┌────────

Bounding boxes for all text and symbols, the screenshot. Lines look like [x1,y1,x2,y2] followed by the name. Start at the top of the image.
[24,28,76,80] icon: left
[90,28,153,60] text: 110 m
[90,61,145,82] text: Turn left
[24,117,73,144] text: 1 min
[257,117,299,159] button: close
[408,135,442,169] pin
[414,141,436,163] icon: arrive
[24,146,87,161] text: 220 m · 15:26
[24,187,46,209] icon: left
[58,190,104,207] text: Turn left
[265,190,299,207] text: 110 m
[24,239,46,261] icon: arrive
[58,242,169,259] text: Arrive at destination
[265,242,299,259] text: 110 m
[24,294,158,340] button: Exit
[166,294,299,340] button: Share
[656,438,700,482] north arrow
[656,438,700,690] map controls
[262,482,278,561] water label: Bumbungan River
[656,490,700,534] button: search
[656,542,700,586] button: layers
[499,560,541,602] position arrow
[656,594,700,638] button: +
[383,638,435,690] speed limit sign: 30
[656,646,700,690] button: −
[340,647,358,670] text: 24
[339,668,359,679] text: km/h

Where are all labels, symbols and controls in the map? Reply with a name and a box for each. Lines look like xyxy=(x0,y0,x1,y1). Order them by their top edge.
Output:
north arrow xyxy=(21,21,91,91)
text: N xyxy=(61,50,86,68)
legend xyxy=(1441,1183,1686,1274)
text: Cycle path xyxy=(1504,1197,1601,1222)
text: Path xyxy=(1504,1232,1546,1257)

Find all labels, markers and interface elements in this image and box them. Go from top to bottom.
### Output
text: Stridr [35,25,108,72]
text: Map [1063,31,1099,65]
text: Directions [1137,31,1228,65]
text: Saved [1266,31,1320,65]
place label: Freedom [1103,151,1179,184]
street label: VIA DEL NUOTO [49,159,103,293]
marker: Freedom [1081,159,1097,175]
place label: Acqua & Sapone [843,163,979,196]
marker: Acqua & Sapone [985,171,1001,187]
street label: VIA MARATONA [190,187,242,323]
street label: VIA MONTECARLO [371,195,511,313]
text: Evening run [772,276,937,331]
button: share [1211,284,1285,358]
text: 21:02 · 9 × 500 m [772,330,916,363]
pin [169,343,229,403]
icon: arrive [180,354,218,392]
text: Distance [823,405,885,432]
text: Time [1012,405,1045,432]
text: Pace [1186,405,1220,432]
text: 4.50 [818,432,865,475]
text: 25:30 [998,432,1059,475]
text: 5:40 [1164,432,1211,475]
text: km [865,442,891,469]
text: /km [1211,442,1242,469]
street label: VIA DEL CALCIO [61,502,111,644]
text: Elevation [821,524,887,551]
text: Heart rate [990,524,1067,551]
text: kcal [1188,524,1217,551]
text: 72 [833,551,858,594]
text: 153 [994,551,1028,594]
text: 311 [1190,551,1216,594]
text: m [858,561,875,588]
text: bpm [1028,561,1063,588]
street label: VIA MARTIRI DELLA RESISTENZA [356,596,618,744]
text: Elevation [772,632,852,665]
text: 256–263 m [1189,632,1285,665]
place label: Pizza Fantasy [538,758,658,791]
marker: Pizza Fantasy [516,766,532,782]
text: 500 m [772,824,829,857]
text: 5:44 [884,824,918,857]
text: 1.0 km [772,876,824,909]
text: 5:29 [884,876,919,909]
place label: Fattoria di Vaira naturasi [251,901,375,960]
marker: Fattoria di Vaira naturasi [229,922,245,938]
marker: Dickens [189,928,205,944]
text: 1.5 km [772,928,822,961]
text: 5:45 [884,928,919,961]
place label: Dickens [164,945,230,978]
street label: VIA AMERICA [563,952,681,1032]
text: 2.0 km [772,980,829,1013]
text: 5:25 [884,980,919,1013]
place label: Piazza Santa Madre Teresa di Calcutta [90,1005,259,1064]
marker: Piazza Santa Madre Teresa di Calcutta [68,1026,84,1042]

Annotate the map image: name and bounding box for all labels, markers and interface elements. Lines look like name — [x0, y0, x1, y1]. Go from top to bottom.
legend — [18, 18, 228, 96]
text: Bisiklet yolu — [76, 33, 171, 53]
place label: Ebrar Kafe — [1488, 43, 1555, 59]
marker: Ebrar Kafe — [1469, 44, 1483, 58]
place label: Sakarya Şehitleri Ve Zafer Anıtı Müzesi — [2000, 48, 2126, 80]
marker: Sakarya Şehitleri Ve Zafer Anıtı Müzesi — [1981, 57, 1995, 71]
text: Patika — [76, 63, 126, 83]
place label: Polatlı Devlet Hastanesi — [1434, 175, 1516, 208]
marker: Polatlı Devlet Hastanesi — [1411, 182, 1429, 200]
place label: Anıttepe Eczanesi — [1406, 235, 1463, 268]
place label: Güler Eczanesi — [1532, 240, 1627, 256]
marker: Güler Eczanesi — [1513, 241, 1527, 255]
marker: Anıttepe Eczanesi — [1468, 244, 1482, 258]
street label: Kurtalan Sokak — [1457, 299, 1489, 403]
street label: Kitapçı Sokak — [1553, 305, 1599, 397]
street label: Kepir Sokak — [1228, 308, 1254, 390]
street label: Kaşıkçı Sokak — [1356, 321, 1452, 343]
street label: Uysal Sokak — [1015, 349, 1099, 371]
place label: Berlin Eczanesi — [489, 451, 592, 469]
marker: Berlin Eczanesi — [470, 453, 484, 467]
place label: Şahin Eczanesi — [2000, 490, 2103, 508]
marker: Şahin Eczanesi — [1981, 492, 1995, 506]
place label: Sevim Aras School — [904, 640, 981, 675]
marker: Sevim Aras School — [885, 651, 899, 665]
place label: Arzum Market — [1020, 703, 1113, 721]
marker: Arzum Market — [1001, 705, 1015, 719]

└────────

Repeat the material above in full. Match it exactly.

- **Result for this exercise**
Bounding boxes for all text and symbols, the screenshot. Lines look like [x1,y1,x2,y2] followed by the name. Start at the top of the image.
[24,28,76,80] icon: left
[90,28,153,60] text: 110 m
[90,61,145,82] text: Turn left
[24,117,73,144] text: 1 min
[257,117,299,159] button: close
[408,135,442,169] pin
[414,141,436,163] icon: arrive
[24,146,87,161] text: 220 m · 15:26
[24,187,46,209] icon: left
[58,190,104,207] text: Turn left
[265,190,299,207] text: 110 m
[24,239,46,261] icon: arrive
[58,242,169,259] text: Arrive at destination
[265,242,299,259] text: 110 m
[24,294,158,340] button: Exit
[166,294,299,340] button: Share
[656,438,700,482] north arrow
[656,438,700,690] map controls
[262,482,278,561] water label: Bumbungan River
[656,490,700,534] button: search
[656,542,700,586] button: layers
[499,560,541,602] position arrow
[656,594,700,638] button: +
[383,638,435,690] speed limit sign: 30
[656,646,700,690] button: −
[340,647,358,670] text: 24
[339,668,359,679] text: km/h

Where are all labels, symbols and controls in the map? Reply with a name and a box for each. Lines look like xyxy=(x0,y0,x1,y1). Order them by their top edge.
Output:
north arrow xyxy=(21,21,91,91)
text: N xyxy=(61,50,86,68)
legend xyxy=(1441,1183,1686,1274)
text: Cycle path xyxy=(1504,1197,1601,1222)
text: Path xyxy=(1504,1232,1546,1257)

Find all labels, markers and interface elements in this image and box them. Go from top to bottom.
### Output
text: Stridr [35,25,108,72]
text: Map [1063,31,1099,65]
text: Directions [1137,31,1228,65]
text: Saved [1266,31,1320,65]
place label: Freedom [1103,151,1179,184]
street label: VIA DEL NUOTO [49,159,103,293]
marker: Freedom [1081,159,1097,175]
place label: Acqua & Sapone [843,163,979,196]
marker: Acqua & Sapone [985,171,1001,187]
street label: VIA MARATONA [190,187,242,323]
street label: VIA MONTECARLO [371,195,511,313]
text: Evening run [772,276,937,331]
button: share [1211,284,1285,358]
text: 21:02 · 9 × 500 m [772,330,916,363]
pin [169,343,229,403]
icon: arrive [180,354,218,392]
text: Distance [823,405,885,432]
text: Time [1012,405,1045,432]
text: Pace [1186,405,1220,432]
text: 4.50 [818,432,865,475]
text: 25:30 [998,432,1059,475]
text: 5:40 [1164,432,1211,475]
text: km [865,442,891,469]
text: /km [1211,442,1242,469]
street label: VIA DEL CALCIO [61,502,111,644]
text: Elevation [821,524,887,551]
text: Heart rate [990,524,1067,551]
text: kcal [1188,524,1217,551]
text: 72 [833,551,858,594]
text: 153 [994,551,1028,594]
text: 311 [1190,551,1216,594]
text: m [858,561,875,588]
text: bpm [1028,561,1063,588]
street label: VIA MARTIRI DELLA RESISTENZA [356,596,618,744]
text: Elevation [772,632,852,665]
text: 256–263 m [1189,632,1285,665]
place label: Pizza Fantasy [538,758,658,791]
marker: Pizza Fantasy [516,766,532,782]
text: 500 m [772,824,829,857]
text: 5:44 [884,824,918,857]
text: 1.0 km [772,876,824,909]
text: 5:29 [884,876,919,909]
place label: Fattoria di Vaira naturasi [251,901,375,960]
marker: Fattoria di Vaira naturasi [229,922,245,938]
marker: Dickens [189,928,205,944]
text: 1.5 km [772,928,822,961]
text: 5:45 [884,928,919,961]
place label: Dickens [164,945,230,978]
street label: VIA AMERICA [563,952,681,1032]
text: 2.0 km [772,980,829,1013]
text: 5:25 [884,980,919,1013]
place label: Piazza Santa Madre Teresa di Calcutta [90,1005,259,1064]
marker: Piazza Santa Madre Teresa di Calcutta [68,1026,84,1042]

Annotate the map image: name and bounding box for all labels, markers and interface elements. Lines look like name — [x0, y0, x1, y1]. Go from top to bottom.
legend — [18, 18, 228, 96]
text: Bisiklet yolu — [76, 33, 171, 53]
place label: Ebrar Kafe — [1488, 43, 1555, 59]
marker: Ebrar Kafe — [1469, 44, 1483, 58]
place label: Sakarya Şehitleri Ve Zafer Anıtı Müzesi — [2000, 48, 2126, 80]
marker: Sakarya Şehitleri Ve Zafer Anıtı Müzesi — [1981, 57, 1995, 71]
text: Patika — [76, 63, 126, 83]
place label: Polatlı Devlet Hastanesi — [1434, 175, 1516, 208]
marker: Polatlı Devlet Hastanesi — [1411, 182, 1429, 200]
place label: Anıttepe Eczanesi — [1406, 235, 1463, 268]
place label: Güler Eczanesi — [1532, 240, 1627, 256]
marker: Güler Eczanesi — [1513, 241, 1527, 255]
marker: Anıttepe Eczanesi — [1468, 244, 1482, 258]
street label: Kurtalan Sokak — [1457, 299, 1489, 403]
street label: Kitapçı Sokak — [1553, 305, 1599, 397]
street label: Kepir Sokak — [1228, 308, 1254, 390]
street label: Kaşıkçı Sokak — [1356, 321, 1452, 343]
street label: Uysal Sokak — [1015, 349, 1099, 371]
place label: Berlin Eczanesi — [489, 451, 592, 469]
marker: Berlin Eczanesi — [470, 453, 484, 467]
place label: Şahin Eczanesi — [2000, 490, 2103, 508]
marker: Şahin Eczanesi — [1981, 492, 1995, 506]
place label: Sevim Aras School — [904, 640, 981, 675]
marker: Sevim Aras School — [885, 651, 899, 665]
place label: Arzum Market — [1020, 703, 1113, 721]
marker: Arzum Market — [1001, 705, 1015, 719]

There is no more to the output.